Modi’s Brics Summit Challenge
Modi’s Brics Summit Challenge
When Prime Minister Narendra Modi flies to Brazil mid-July, it will be a welcome respite from the heat and cacophony of post-budget Delhi. President Dilma Rousseff’s grand welcome to the sixth Brics summit will be energising. The summit’s pomp and ceremony will, however, be less important than Modi’s ‘side meetings’, especially with Chinese president Xi Jinping. It will allow him to take measure of the man who has emerged as one of the most powerful and ambitious leaders of modern China. Modi’s diplomatic skills in preserving India’s interests will also be tested as Xi attempts to turn Brics into a platform from which to advance China’s global agenda.
Brics was the brain wave of a Goldman Sachs asset manager in 2001 — an investment package with a catchy acronym involving fast-growing countries from three continents (Brazil, Russia, India and China). Later South Africa was invited to represent Africa.

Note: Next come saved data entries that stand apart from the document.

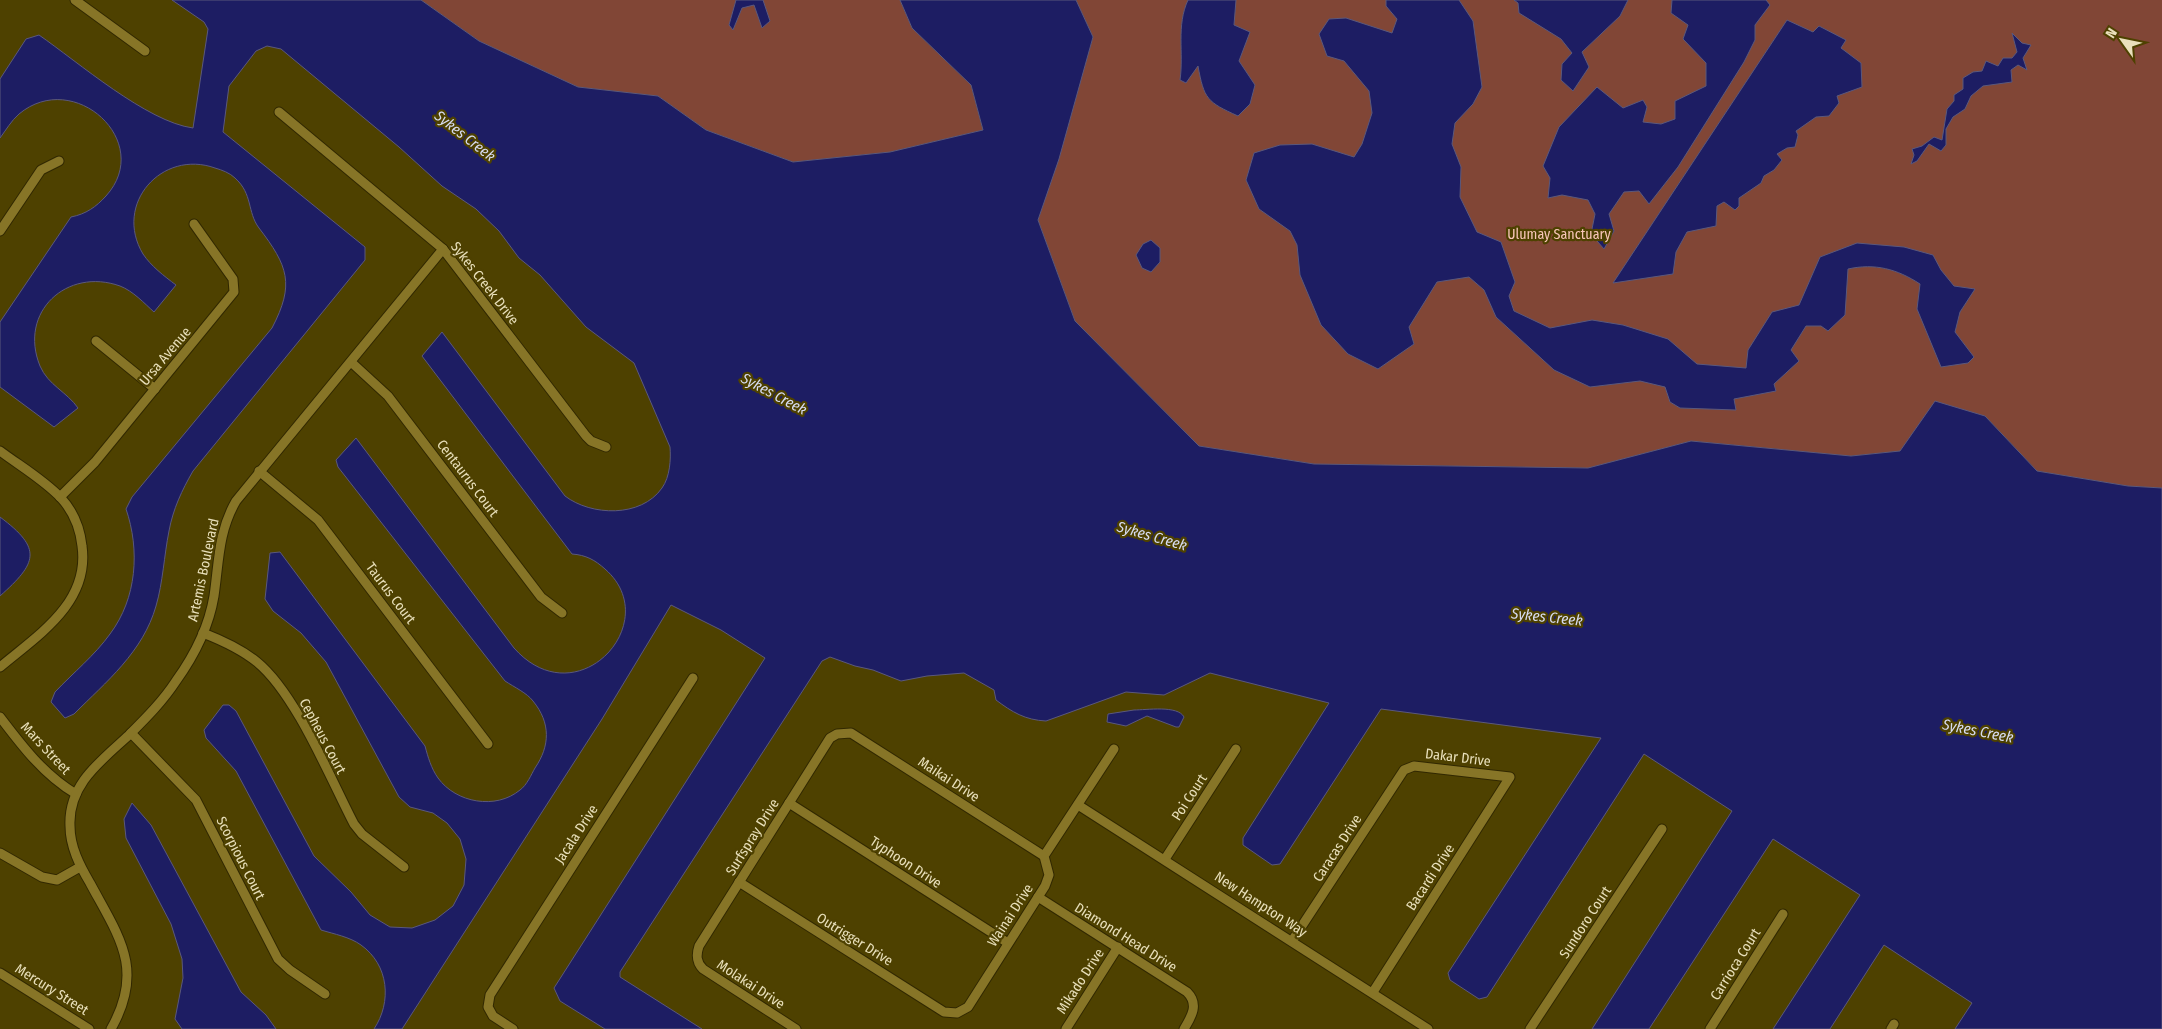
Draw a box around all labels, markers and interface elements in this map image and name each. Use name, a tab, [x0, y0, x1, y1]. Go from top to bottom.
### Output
north arrow	[2097, 15, 2147, 65]
text: N	[2102, 25, 2121, 41]
water label: Sykes Creek	[430, 106, 499, 166]
park label: Ulumay Sanctuary	[1507, 226, 1611, 243]
street label: Sykes Creek Drive	[447, 239, 522, 328]
street label: Ursa Avenue	[136, 324, 195, 389]
water label: Sykes Creek	[737, 369, 810, 419]
street label: Centaurus Court	[433, 436, 502, 521]
street label: Artemis Boulevard	[184, 517, 223, 623]
water label: Sykes Creek	[1114, 517, 1190, 555]
street label: Taurus Court	[362, 559, 419, 628]
water label: Sykes Creek	[1509, 604, 1584, 630]
street label: Cepheus Court	[296, 696, 350, 777]
water label: Sykes Creek	[1940, 715, 2016, 747]
street label: Mars Street	[17, 719, 74, 778]
street label: Dakar Drive	[1424, 745, 1492, 770]
street label: Maikai Drive	[915, 753, 983, 806]
street label: Poi Court	[1168, 770, 1211, 824]
street label: Surfspray Drive	[722, 796, 783, 879]
street label: Jacala Drive	[551, 802, 602, 867]
street label: Caracas Drive	[1309, 811, 1365, 885]
street label: Scorpious Court	[212, 814, 269, 903]
street label: Typhoon Drive	[867, 833, 945, 892]
street label: Bacardi Drive	[1403, 841, 1458, 914]
street label: New Hampton Way	[1211, 868, 1311, 941]
street label: Wainai Drive	[984, 881, 1037, 950]
street label: Sundoro Court	[1556, 883, 1615, 962]
street label: Diamond Head Drive	[1071, 899, 1180, 976]
street label: Outrigger Drive	[813, 909, 896, 970]
street label: Carrioca Court	[1707, 925, 1764, 1003]
street label: Mikado Drive	[1053, 945, 1108, 1017]
street label: Molakai Drive	[714, 956, 788, 1013]
street label: Mercury Street	[12, 960, 92, 1019]

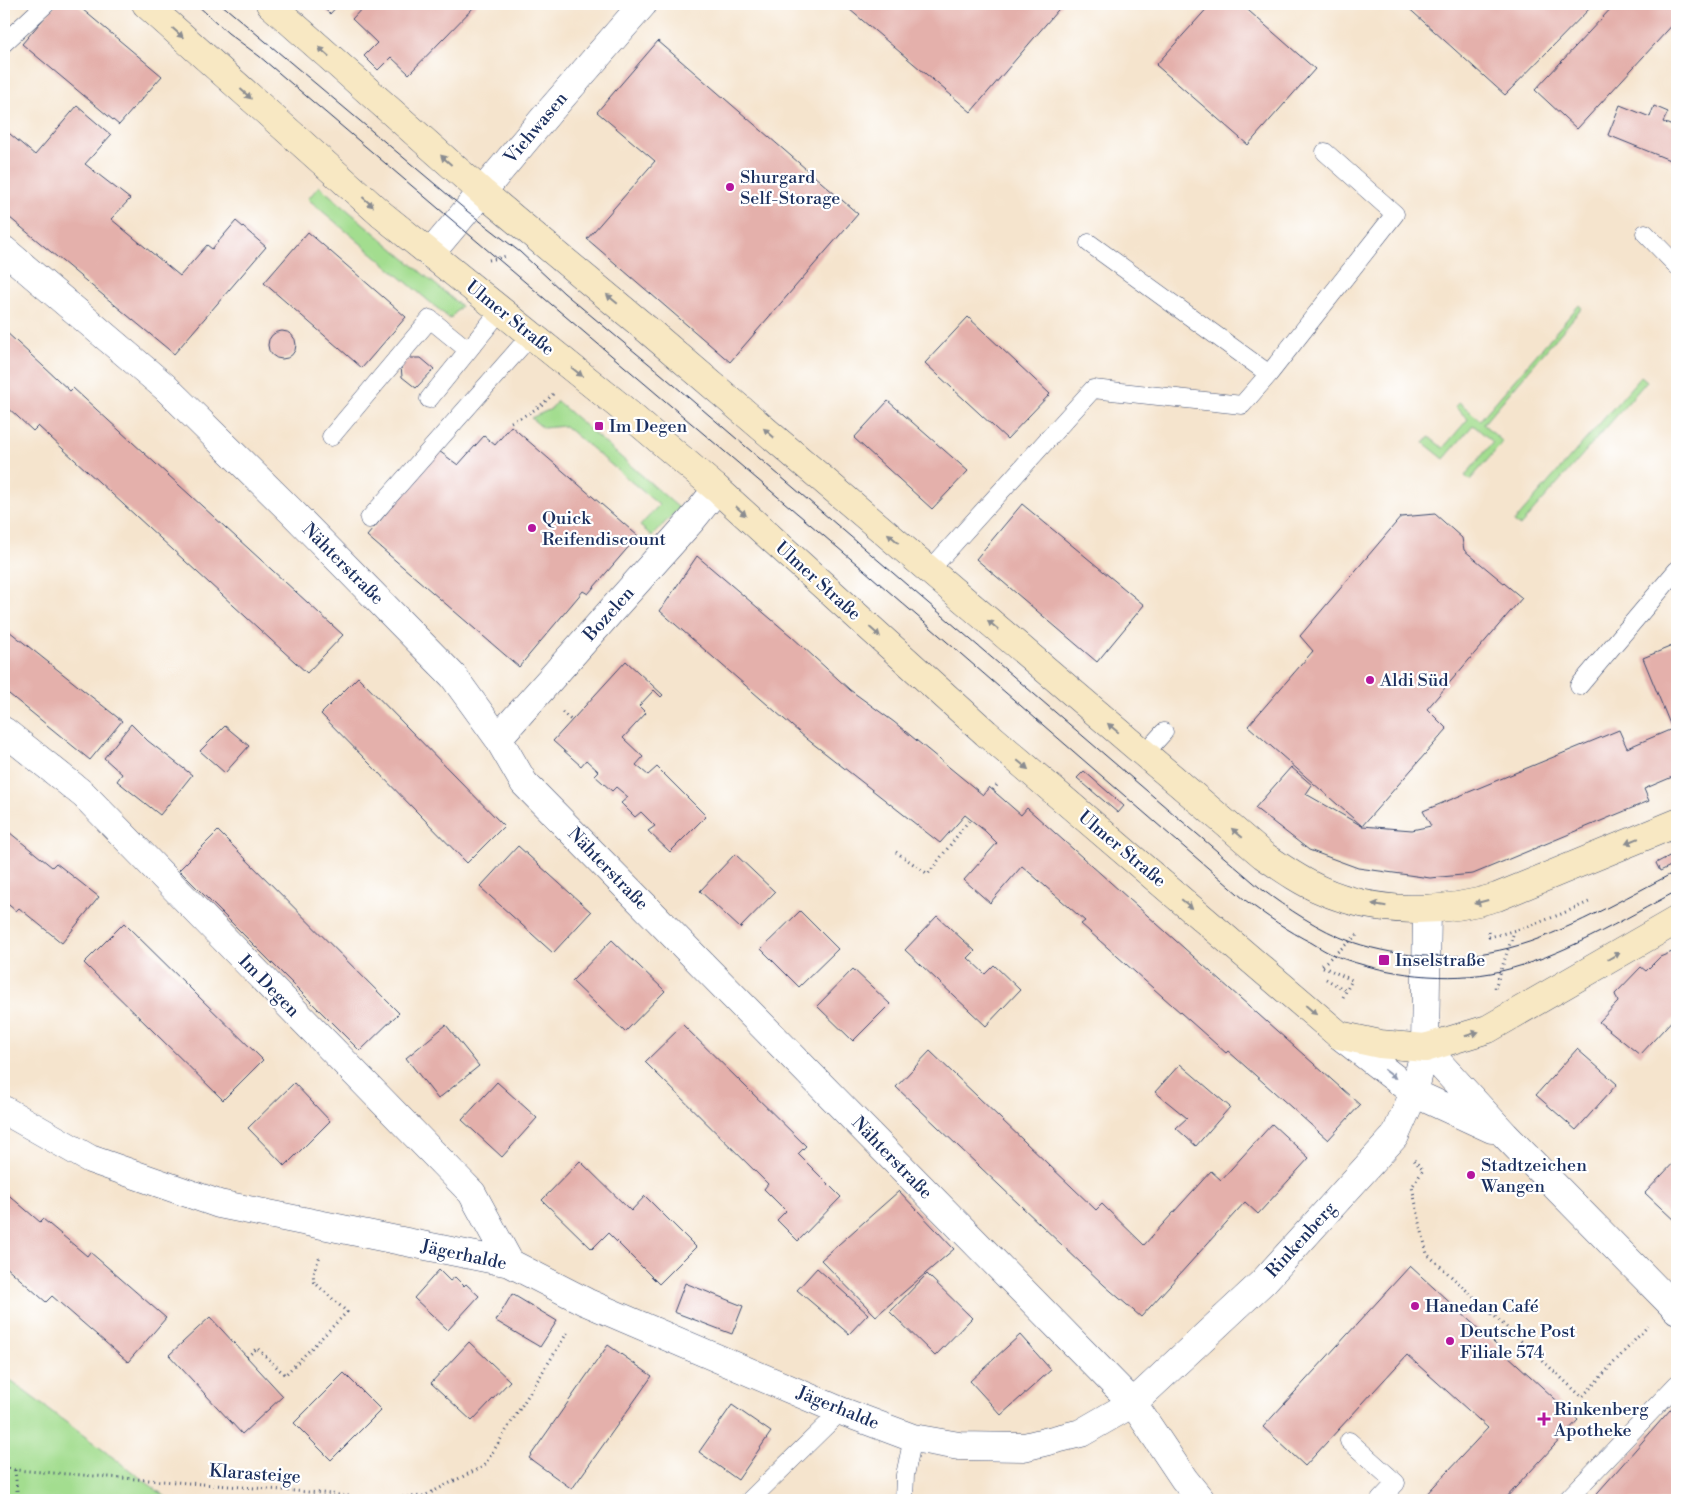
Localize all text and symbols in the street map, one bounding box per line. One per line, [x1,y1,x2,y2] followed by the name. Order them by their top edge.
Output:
[171,27,184,38] one-way arrow
[318,46,330,58] one-way arrow
[499,87,573,169] street label: Viehwasen
[240,88,252,100] one-way arrow
[439,154,452,165] one-way arrow
[740,166,840,210] place label: Shurgard Self-Storage
[724,181,736,193] marker: Shurgard Self-Storage
[361,196,373,208] one-way arrow
[461,275,559,361] street label: Ulmer Straße
[606,294,619,305] one-way arrow
[570,366,583,377] one-way arrow
[609,415,688,438] place label: Im Degen
[593,420,605,432] marker: Im Degen
[764,427,776,439] one-way arrow
[735,505,747,517] one-way arrow
[542,507,667,551] place label: Quick Reifendiscount
[297,518,389,610] street label: Nähterstraße
[526,522,538,534] marker: Quick Reifendiscount
[886,533,899,544] one-way arrow
[770,536,866,626] street label: Ulmer Straße
[578,582,640,647] street label: Bozelen
[987,620,999,631] one-way arrow
[868,626,881,637] one-way arrow
[1379,669,1449,692] place label: Aldi Süd
[1364,674,1376,686] marker: Aldi Süd
[1106,722,1119,733] one-way arrow
[1017,759,1029,771] one-way arrow
[1073,806,1171,892] street label: Ulmer Straße
[563,823,653,915] street label: Nähterstraße
[1230,827,1243,838] one-way arrow
[1625,838,1639,846] one-way arrow
[1474,898,1489,906] one-way arrow
[1180,899,1193,910] one-way arrow
[1371,901,1387,909] one-way arrow
[1395,949,1485,972] place label: Inselstraße
[234,950,305,1022] street label: Im Degen
[1608,952,1621,961] one-way arrow
[1377,953,1391,967] marker: Inselstraße
[1304,1004,1317,1015] one-way arrow
[1464,1030,1479,1038] one-way arrow
[1383,1069,1396,1080] one-way arrow
[847,1112,937,1204] street label: Nähterstraße
[1480,1154,1587,1198] place label: Stadtzeichen Wangen
[1465,1169,1477,1181] marker: Stadtzeichen Wangen
[1261,1197,1342,1283] street label: Rinkenberg
[418,1235,509,1275] street label: Jägerhalde
[1425,1295,1539,1318] place label: Hanedan Café
[1409,1300,1421,1312] marker: Hanedan Café
[1460,1320,1576,1364] place label: Deutsche Post Filiale 574
[1444,1335,1456,1347] marker: Deutsche Post Filiale 574
[792,1381,883,1435] street label: Jägerhalde
[1553,1398,1649,1442] place label: Rinkenberg Apotheke
[1538,1413,1550,1425] marker: Rinkenberg Apotheke
[208,1459,302,1489] street label: Klarasteige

Five summits and innumerable technical meetings have been held to give substance to an acronym. However, despite the promise held by a group representing 40% of the world’s population and generating 20% of global GDP, the Brics have mostly been five countries in search of a role. Instead of helping each other build their economies, they have become a lopsided organisation with China importing energy and raw materials from other members and raking up trade surpluses by exporting manufactured goods.
Brics’ early attempt to nominate its own candidate to head the IMF fizzled. Its demand to restructure international financial institutions to give a bigger share to developing countries continues to be blocked by opposition from US Congress. Economic mismanagement and unfavourable global trends have even seen India, South Africa and Brazil lose their lustre as investment destinations. And to add insult to injury, a recent report by Organisation of Economic Cooperation and Development forecasts dim growth prospects for all Brics countries except China.
It is thus not surprising that China, under its hard-driving leader Xi, has moved in to take over the leadership and turn Brics into a platform to challenge western domination. By ironic coincidence, four of five Brics leaders have had recent run-ins with Washington: Putin over Ukraine, Xi over Asian territorial claims, Rousseff over NSA spying that led her to cancel her trip to Washington and Modi’s visa denial until recently.
Even before these developments, China’s growing conflict with Japan and Southeast Asia, the US pivot to Asia and an emerging alliance between Russia and China in opposition to the US, have provided Beijing additional impetus to develop its economic and political muscle. China has called for establishment of an Asian security alliance and proposed setting up the Asian Infrastructure Investment Bank to rival Japanese-dominated ADB. It has now turned to Brics to build a global financial institution to challenge western-dominated multilateral lending institutions.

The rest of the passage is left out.